My great uncle was in the infantry division that liberated Dachau. He never talked about what he saw there and I only ever knew him as a deeply somber man. I was just a kiddo when I knew him though and didn't understand his past. I was told it when I was in high school by my parents and even now as an adult, I can only imagine. The sacrifice he and so many others made in that war is beyond comprehension. I remember him as always thoughtful and compassionate. After his wife passed on, he took to walking the neighborhood everyday with plastic bags and one of those grabber arms, picking up the trash others would carelessly throw on the ground. I think it is important we remember the people we knew and share their stories.
 
My father volunteered...went in at Normandy,walked to Berlin...lived outside for 2 years.Survived the Bulge.Several bronze battle stars,purple heart.Never came back mentally,haunted until he passed in 1967.My brothers and I all served...

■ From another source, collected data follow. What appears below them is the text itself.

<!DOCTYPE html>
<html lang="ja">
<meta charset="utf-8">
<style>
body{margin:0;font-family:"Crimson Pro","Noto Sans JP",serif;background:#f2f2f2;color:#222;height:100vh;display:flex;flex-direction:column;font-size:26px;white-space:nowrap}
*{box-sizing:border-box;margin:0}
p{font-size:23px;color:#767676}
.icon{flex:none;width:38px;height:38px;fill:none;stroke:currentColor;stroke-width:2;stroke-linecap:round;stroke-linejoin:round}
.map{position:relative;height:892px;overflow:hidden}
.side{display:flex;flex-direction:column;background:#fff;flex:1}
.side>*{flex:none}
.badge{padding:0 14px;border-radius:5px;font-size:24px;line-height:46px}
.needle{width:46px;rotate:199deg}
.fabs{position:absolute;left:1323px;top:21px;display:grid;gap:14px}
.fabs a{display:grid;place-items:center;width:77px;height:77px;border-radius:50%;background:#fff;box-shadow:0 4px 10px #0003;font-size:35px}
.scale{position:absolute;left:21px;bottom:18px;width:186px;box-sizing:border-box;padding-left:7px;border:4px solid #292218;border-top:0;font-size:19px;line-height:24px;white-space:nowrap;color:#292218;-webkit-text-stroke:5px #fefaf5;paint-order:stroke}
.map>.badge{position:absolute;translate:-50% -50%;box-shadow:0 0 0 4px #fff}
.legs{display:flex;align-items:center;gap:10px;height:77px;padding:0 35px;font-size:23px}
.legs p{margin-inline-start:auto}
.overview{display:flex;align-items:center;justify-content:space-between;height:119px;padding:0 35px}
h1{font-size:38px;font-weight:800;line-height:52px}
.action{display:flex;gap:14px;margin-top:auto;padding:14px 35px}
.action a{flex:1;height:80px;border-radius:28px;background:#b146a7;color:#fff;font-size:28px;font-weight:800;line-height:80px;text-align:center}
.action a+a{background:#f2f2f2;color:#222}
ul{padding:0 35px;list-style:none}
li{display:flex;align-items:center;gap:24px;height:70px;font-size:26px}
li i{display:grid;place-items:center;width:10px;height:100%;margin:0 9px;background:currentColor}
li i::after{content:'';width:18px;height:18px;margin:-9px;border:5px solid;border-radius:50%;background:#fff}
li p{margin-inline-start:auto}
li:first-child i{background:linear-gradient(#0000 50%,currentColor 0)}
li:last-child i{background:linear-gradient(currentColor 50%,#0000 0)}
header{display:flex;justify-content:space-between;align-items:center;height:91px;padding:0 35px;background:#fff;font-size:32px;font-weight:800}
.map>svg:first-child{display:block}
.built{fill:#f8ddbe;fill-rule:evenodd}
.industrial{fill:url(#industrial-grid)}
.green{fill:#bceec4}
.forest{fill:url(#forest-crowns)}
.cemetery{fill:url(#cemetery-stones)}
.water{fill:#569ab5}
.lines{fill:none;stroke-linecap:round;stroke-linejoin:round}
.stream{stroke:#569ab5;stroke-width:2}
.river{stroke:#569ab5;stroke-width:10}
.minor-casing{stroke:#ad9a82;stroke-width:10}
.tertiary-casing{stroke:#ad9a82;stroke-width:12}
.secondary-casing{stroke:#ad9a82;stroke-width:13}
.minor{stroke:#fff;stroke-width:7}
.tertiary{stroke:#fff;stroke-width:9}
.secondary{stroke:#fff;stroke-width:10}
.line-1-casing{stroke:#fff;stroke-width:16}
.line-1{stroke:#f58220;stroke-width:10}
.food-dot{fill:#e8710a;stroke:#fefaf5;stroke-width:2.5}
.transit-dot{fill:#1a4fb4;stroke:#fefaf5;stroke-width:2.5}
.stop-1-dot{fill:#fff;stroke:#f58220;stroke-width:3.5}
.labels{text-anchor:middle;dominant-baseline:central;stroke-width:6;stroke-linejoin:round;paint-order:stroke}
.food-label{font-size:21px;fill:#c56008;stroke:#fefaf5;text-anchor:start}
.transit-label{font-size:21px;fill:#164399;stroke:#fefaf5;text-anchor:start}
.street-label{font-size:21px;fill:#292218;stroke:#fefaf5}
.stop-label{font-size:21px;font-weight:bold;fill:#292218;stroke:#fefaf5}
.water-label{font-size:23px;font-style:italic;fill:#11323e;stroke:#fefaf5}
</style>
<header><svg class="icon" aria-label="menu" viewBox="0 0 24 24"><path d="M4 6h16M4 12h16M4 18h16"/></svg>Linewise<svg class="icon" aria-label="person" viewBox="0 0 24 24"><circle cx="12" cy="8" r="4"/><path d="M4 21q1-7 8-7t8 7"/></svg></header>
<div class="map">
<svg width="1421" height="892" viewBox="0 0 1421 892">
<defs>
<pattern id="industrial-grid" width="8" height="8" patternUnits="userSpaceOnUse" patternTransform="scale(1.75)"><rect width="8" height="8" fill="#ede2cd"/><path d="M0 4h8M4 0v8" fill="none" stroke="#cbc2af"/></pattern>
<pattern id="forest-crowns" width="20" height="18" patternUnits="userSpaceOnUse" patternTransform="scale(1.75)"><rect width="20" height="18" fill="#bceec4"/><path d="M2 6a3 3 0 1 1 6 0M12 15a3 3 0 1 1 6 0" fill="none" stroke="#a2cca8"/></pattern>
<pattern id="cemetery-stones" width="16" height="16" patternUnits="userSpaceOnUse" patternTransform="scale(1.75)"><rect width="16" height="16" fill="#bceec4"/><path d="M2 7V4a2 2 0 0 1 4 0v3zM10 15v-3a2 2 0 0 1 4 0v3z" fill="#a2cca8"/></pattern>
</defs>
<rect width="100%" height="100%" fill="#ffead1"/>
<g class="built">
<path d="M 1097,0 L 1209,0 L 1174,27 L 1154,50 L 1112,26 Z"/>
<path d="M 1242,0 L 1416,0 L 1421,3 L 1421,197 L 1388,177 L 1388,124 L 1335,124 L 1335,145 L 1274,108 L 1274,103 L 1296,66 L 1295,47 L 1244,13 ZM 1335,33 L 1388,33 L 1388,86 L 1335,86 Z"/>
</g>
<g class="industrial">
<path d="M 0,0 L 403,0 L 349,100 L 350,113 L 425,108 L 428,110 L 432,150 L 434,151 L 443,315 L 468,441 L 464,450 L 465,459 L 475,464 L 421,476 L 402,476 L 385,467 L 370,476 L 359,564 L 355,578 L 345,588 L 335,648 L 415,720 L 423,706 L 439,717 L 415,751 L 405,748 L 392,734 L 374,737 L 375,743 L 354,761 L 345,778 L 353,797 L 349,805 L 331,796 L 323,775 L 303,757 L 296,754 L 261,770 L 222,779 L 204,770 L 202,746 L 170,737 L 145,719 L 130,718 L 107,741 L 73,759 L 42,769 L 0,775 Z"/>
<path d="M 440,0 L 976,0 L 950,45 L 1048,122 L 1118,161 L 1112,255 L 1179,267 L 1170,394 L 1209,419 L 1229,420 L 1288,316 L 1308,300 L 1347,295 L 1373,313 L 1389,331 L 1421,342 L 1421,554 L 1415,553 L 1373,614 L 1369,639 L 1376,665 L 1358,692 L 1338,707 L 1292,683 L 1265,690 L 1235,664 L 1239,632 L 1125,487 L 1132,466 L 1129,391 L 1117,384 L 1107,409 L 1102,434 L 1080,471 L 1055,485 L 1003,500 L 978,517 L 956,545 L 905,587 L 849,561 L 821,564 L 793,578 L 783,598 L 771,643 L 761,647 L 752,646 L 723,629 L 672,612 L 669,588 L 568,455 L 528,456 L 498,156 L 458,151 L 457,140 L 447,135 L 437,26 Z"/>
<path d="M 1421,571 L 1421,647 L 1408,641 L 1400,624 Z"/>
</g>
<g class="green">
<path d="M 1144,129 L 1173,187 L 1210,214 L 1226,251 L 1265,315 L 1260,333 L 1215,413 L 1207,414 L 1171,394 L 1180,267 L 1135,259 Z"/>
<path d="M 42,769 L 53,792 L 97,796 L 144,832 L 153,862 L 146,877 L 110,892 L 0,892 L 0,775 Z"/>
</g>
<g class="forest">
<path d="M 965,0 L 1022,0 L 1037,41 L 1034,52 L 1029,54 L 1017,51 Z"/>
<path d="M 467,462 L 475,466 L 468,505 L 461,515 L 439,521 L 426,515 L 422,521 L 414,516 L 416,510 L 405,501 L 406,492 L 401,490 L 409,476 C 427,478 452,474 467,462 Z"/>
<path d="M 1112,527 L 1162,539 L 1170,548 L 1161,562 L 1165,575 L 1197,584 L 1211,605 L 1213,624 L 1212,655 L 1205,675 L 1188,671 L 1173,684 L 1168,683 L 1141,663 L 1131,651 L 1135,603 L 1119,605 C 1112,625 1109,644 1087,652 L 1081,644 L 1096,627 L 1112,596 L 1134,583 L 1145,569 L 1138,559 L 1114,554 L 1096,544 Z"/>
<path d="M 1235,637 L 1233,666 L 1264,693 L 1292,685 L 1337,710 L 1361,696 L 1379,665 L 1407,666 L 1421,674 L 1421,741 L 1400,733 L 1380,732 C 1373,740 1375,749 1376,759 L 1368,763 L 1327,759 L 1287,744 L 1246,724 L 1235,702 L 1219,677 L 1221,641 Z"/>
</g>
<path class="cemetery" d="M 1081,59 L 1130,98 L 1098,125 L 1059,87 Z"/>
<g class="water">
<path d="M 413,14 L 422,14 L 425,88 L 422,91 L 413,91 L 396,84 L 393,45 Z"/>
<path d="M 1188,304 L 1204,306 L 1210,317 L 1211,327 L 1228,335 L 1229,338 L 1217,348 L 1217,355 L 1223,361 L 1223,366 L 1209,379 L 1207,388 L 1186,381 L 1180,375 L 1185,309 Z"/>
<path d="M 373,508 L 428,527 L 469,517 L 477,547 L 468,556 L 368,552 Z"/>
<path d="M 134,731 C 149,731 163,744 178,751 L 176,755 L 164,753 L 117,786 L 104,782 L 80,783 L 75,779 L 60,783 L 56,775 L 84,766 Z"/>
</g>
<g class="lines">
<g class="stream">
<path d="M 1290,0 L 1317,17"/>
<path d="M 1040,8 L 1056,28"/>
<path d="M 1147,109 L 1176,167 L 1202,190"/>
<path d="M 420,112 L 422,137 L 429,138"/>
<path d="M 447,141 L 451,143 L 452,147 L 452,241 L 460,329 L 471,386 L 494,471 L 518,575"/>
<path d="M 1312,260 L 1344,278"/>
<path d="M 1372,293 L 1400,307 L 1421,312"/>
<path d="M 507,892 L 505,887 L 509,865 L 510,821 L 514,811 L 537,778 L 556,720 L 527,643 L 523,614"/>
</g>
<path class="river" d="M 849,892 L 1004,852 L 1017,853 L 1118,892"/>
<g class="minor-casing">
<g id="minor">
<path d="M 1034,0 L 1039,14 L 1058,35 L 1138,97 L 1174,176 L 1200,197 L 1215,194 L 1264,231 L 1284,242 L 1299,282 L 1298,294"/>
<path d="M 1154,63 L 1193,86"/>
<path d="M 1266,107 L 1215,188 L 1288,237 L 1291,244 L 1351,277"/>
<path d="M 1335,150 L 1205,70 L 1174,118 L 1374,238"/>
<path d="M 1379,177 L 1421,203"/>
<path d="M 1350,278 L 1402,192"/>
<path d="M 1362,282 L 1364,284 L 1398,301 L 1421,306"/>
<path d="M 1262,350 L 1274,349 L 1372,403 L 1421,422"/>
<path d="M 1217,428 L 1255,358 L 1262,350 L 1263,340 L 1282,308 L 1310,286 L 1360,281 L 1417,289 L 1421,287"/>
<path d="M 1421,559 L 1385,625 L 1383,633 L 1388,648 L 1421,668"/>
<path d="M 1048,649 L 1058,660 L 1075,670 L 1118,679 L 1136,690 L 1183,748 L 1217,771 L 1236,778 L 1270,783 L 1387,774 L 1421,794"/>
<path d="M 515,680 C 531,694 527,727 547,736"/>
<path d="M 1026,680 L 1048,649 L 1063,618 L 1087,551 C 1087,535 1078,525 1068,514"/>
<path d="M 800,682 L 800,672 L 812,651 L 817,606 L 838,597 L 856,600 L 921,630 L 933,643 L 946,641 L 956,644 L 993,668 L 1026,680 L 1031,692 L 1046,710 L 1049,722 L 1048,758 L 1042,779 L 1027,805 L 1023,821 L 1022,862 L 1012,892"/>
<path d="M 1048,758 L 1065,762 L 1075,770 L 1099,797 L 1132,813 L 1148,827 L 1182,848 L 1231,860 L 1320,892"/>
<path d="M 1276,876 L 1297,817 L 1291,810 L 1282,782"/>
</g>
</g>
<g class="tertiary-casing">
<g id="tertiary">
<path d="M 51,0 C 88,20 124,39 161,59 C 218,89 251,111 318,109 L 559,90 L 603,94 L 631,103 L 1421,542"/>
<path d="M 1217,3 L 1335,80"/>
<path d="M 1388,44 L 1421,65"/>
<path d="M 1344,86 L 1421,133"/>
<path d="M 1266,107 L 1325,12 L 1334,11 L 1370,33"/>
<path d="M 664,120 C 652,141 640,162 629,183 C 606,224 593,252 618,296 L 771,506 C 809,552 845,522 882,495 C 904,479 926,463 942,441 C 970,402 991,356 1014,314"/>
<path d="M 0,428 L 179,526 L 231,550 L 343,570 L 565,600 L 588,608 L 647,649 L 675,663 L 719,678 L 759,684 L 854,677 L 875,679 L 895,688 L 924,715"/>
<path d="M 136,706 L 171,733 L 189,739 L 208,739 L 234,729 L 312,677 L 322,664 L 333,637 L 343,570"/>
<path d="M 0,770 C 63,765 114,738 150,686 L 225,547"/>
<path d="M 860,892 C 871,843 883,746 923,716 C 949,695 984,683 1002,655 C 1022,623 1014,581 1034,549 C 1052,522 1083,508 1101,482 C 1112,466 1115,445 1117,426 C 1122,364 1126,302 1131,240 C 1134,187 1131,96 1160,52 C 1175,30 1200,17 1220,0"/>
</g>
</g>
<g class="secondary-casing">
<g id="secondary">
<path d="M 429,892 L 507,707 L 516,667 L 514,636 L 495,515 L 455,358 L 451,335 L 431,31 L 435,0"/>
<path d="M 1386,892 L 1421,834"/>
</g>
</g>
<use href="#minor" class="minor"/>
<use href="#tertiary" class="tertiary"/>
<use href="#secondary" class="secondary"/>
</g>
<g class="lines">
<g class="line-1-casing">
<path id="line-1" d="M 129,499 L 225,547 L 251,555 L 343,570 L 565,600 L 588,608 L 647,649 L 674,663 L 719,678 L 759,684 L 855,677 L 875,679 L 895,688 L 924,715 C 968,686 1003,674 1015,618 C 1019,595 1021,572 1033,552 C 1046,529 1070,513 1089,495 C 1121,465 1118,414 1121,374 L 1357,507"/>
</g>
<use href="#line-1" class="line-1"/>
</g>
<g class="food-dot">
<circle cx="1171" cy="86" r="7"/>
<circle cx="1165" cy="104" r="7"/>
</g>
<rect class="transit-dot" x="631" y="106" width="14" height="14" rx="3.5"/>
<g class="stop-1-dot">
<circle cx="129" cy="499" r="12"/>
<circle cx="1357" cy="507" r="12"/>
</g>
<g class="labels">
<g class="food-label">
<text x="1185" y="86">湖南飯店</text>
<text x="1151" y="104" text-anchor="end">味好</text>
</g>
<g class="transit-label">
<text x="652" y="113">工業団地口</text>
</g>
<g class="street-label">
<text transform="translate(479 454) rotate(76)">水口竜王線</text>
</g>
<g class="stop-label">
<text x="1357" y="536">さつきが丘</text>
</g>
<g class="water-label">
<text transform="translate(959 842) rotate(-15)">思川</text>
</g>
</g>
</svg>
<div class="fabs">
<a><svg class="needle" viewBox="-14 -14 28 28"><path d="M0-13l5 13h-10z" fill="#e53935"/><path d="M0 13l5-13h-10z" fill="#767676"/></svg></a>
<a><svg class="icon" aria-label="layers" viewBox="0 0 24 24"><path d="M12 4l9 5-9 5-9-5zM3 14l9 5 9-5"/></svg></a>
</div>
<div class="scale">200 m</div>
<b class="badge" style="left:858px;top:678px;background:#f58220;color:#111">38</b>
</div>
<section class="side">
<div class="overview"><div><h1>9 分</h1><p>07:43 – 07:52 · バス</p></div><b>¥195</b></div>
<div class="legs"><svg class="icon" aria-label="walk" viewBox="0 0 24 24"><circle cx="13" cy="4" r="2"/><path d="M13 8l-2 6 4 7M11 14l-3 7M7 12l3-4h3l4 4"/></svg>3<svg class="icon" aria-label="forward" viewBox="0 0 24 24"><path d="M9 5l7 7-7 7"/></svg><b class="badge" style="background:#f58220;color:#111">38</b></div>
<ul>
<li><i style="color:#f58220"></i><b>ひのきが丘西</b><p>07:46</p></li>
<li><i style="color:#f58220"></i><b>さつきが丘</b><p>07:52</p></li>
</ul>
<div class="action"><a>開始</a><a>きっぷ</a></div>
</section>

It should be a requirement...it would help unite this country..
 
My great uncle was in the infantry division that liberated Dachau. He never talked about what he saw there and I only ever knew him as a deeply somber man. I was just a kiddo when I knew him though and didn't understand his past. I was told it when I was in high school by my parents and even now as an adult, I can only imagine. The sacrifice he and so many others made in that war is beyond comprehension. I remember him as always thoughtful and compassionate. After his wife passed on, he took to walking the neighborhood everyday with plastic bags and one of those grabber arms, picking up the trash others would carelessly throw on the ground. I think it is important we remember the people we knew and share their stories.
If memory serves, that division was led by a Lt. Col. Felix Sparks. After Dachau was liberated, Col. Sparks was interviewed by a wartime correspondent and he remarked that his men may not have known what they were fighting for but now they really know what they're fighting against.